Visiting Stanford Professor Discusses Impacts of War

During a book talk at the Harvard Book Store Monday evening, Stanford professor of history and Classics Ian Morris argued that wars force society to become stronger and less violent.

Morris outlines his theory in a new book entitled “War! What Is it Good For?: Conflict and the Progress of Civilization from Primates to Robots,” which was released earlier this month.

Morris grounds his analysis in three major historical periods—the stone age, the medieval period, and the modern era. According to Morris, the incidence of violence declined after the stone age and during the modern era but rose during the medieval period. Overall, he notes, death rates worldwide fell 90 percent from the stone age to the twentieth century.

Ian Morris
Stanford Professor Ian Morris talks about his new book, "War! What Is It Good For?" at the Harvard Book Store on April 21.

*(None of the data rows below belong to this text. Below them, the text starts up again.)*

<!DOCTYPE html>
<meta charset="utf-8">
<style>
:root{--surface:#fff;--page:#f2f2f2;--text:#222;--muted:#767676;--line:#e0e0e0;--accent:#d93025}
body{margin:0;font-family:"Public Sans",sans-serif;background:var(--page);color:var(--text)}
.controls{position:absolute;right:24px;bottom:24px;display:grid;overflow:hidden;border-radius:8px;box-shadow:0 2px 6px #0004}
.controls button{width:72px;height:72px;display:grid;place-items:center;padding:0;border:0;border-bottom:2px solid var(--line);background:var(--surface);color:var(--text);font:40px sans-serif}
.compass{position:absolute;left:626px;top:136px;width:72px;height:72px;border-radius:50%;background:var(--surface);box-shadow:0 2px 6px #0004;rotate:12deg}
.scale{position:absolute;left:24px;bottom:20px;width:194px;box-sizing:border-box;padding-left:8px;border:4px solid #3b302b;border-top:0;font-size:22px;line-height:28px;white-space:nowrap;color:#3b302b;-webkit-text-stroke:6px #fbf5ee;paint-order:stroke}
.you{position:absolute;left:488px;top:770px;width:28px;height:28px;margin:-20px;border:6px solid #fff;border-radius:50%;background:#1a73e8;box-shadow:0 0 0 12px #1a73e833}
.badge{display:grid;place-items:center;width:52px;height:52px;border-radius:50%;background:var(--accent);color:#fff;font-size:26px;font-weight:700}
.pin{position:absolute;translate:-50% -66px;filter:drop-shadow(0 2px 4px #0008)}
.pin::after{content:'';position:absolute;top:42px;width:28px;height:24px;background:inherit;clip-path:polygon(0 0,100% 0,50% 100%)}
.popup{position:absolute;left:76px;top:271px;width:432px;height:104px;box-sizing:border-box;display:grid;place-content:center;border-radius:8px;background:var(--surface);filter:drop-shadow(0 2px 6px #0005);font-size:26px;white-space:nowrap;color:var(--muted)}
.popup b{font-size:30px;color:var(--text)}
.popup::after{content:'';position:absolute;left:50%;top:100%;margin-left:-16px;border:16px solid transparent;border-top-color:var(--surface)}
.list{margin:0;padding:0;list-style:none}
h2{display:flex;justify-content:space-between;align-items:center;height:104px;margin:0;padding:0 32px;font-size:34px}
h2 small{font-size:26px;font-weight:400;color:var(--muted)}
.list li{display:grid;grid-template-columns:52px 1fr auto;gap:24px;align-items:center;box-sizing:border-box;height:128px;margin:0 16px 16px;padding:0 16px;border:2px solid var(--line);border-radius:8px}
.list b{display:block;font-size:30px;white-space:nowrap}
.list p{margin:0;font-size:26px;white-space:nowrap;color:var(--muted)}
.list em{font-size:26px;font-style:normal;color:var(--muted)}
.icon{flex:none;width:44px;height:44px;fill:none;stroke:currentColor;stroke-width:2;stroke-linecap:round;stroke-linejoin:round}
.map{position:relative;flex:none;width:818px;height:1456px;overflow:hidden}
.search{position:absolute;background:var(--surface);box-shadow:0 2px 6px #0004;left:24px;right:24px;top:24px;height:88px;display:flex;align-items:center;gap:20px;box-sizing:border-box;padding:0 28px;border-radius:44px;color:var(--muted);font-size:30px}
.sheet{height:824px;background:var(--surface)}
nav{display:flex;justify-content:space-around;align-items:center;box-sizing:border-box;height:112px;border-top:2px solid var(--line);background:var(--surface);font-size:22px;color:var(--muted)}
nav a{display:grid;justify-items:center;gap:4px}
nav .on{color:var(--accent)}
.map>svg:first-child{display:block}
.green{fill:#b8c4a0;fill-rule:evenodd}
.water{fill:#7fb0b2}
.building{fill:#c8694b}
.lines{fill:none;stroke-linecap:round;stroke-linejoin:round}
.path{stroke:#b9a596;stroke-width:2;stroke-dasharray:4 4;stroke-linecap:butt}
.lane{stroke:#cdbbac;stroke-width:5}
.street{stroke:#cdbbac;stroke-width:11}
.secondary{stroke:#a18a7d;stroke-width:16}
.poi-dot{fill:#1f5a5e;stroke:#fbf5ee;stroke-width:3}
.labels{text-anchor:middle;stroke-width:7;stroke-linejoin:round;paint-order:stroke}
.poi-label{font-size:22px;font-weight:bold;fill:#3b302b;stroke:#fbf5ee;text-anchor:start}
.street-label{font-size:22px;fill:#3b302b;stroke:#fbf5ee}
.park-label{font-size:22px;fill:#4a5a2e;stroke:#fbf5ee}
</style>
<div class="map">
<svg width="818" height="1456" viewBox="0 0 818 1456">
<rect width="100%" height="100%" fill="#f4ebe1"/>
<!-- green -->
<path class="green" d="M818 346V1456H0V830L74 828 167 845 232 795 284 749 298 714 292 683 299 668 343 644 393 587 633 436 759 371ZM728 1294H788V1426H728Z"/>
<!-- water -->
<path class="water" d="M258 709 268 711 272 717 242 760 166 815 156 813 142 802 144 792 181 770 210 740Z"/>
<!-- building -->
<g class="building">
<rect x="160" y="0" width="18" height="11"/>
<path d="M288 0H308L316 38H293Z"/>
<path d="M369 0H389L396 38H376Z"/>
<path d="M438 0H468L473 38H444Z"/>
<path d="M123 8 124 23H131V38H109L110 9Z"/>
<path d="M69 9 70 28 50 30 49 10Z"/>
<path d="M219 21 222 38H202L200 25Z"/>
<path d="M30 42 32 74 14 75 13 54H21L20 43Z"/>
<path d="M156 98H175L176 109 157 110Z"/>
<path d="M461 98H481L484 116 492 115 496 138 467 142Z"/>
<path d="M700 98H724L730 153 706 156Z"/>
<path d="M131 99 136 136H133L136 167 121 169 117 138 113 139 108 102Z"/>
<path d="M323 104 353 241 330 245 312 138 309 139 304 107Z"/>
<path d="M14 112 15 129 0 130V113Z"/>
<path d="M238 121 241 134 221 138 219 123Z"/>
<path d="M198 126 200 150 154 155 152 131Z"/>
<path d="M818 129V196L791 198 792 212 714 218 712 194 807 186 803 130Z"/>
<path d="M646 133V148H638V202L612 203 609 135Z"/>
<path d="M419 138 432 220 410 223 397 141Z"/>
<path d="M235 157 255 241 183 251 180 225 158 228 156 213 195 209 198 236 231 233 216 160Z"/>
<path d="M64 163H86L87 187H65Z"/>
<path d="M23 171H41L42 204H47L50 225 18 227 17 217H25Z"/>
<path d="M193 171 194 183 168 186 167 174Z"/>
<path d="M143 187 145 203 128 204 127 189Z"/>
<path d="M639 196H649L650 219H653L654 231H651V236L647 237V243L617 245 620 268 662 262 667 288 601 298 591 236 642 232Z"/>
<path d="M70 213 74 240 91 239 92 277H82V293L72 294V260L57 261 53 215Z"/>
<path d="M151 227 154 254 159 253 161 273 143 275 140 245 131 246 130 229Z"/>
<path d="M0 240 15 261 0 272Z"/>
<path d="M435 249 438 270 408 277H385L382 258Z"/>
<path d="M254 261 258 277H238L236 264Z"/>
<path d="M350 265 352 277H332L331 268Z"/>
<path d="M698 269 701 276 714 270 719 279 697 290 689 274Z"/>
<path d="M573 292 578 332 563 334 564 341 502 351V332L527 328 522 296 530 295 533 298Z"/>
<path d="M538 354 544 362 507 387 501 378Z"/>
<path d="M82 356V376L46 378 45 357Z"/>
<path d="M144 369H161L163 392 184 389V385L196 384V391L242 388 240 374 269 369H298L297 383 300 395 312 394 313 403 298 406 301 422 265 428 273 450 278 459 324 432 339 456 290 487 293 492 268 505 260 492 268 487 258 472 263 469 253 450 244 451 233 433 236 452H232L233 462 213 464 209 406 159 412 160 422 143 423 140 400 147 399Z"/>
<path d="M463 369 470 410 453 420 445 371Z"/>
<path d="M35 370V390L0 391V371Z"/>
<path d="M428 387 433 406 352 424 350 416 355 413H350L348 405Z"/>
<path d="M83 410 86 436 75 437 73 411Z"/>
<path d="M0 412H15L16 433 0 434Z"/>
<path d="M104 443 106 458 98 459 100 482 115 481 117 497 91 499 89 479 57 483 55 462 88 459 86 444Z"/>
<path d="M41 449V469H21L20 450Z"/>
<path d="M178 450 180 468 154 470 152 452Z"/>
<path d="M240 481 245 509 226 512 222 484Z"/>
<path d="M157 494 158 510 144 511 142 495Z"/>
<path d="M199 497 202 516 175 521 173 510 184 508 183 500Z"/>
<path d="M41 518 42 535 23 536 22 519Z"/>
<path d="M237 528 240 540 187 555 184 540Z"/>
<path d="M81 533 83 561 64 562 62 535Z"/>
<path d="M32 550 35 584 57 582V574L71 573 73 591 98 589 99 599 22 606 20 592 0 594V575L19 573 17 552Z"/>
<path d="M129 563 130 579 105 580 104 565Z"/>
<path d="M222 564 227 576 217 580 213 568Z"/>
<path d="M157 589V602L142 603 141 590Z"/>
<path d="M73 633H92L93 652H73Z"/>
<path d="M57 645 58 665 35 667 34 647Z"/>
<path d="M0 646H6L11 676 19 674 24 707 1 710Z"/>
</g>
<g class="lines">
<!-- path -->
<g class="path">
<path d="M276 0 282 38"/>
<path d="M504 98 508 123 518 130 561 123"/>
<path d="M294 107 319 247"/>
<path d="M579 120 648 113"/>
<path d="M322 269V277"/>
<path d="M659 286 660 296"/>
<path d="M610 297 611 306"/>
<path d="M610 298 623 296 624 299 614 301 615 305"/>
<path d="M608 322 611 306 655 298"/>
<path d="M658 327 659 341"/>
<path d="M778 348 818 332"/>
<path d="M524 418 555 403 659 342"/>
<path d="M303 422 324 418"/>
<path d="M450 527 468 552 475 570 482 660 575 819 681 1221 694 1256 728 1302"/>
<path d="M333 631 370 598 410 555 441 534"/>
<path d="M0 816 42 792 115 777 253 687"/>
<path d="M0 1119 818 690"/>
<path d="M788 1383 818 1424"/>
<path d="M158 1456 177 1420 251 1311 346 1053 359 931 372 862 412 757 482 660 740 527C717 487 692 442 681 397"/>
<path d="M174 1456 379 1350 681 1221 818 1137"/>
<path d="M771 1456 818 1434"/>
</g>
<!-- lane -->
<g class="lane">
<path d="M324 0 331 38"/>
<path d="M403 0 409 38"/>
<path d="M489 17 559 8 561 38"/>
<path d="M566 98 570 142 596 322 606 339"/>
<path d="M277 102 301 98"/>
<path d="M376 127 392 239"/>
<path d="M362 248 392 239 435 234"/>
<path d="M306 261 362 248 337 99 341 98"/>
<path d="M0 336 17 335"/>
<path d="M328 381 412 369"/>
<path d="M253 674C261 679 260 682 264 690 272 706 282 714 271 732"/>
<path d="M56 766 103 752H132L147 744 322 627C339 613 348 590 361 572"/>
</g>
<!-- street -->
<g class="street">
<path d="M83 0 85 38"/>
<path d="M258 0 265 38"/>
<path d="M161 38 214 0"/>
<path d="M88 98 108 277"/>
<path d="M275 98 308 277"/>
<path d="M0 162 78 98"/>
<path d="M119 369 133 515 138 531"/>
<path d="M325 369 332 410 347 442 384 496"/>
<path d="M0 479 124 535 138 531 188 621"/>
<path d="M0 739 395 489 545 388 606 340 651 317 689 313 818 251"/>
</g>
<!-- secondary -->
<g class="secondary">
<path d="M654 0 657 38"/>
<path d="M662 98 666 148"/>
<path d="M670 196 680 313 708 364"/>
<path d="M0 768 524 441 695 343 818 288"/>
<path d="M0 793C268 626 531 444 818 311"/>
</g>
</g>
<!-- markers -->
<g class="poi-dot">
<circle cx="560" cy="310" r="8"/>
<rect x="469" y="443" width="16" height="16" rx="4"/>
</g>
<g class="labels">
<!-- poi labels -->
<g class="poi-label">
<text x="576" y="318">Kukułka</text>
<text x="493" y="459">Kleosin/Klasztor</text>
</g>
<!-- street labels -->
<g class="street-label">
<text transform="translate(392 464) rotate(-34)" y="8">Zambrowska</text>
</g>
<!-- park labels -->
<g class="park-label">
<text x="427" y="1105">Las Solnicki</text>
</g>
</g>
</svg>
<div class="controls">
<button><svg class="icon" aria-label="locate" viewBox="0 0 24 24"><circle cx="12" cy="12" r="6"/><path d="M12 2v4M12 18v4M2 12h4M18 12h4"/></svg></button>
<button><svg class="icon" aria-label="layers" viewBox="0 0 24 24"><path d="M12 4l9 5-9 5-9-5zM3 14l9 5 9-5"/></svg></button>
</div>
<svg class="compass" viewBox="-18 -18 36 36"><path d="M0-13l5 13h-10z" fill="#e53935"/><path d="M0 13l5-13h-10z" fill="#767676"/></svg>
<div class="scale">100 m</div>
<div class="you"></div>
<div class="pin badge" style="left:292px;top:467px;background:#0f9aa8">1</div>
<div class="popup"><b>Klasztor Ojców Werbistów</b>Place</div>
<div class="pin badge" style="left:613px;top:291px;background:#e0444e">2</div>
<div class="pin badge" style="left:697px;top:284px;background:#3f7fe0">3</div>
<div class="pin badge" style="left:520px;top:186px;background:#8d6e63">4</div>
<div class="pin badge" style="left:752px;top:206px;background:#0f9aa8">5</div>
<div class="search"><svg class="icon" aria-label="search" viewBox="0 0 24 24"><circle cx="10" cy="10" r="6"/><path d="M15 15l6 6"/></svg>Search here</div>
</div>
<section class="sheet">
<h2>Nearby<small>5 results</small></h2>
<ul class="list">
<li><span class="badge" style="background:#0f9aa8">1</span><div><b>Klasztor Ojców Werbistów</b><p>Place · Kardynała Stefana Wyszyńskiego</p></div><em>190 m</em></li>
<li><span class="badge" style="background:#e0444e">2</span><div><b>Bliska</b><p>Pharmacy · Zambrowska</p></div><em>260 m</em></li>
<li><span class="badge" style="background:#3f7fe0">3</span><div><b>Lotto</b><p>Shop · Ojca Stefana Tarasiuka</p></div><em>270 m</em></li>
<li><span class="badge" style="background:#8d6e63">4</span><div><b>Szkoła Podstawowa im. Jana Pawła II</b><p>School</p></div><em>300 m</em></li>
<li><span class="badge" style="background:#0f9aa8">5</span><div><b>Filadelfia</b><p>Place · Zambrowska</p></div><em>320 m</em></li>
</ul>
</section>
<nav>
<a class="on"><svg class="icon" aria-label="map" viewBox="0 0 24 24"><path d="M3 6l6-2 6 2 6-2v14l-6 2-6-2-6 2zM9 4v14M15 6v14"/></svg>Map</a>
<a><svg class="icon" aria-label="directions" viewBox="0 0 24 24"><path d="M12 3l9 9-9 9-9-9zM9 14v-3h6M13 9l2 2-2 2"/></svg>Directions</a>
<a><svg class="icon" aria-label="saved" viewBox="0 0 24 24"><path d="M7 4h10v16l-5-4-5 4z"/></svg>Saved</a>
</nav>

“By fighting wars, people have created bigger societies that are more organized and reduced the risk that people have died violently,” he said.

Morris said his book stands apart from the body of previous scholarly work because it looks at a broader historical spectrum.

“I tell a continuous story,” Morris said. “You don’t need as many variables as many of these other scholars suspected—war drives the whole story along.”

Morris also noted that his book reveals some troubling implications for the future. The world now needs a “globo-cop” to police trade and make other nations wealthier, but such superpowers are bound to create rivals, Morris said, just as the United States has done with China. If the trend of international competition continues, the next 40 years could be extremely dangerous because of new nuclear weapons and resurgent global instability.

More than 30 listeners from the Cambridge area, as well as a C-SPAN news crew, crammed into the Harvard Book Store to hear Morris discuss his book.

Although few attendees said they had had the chance to read the book beforehand, the talk prompted many purchase it at the store.

“[The talk] was really interesting and thought-provoking,” attendee Randal Wendell said after buying a copy. “I’m definitely excited to read [the book].”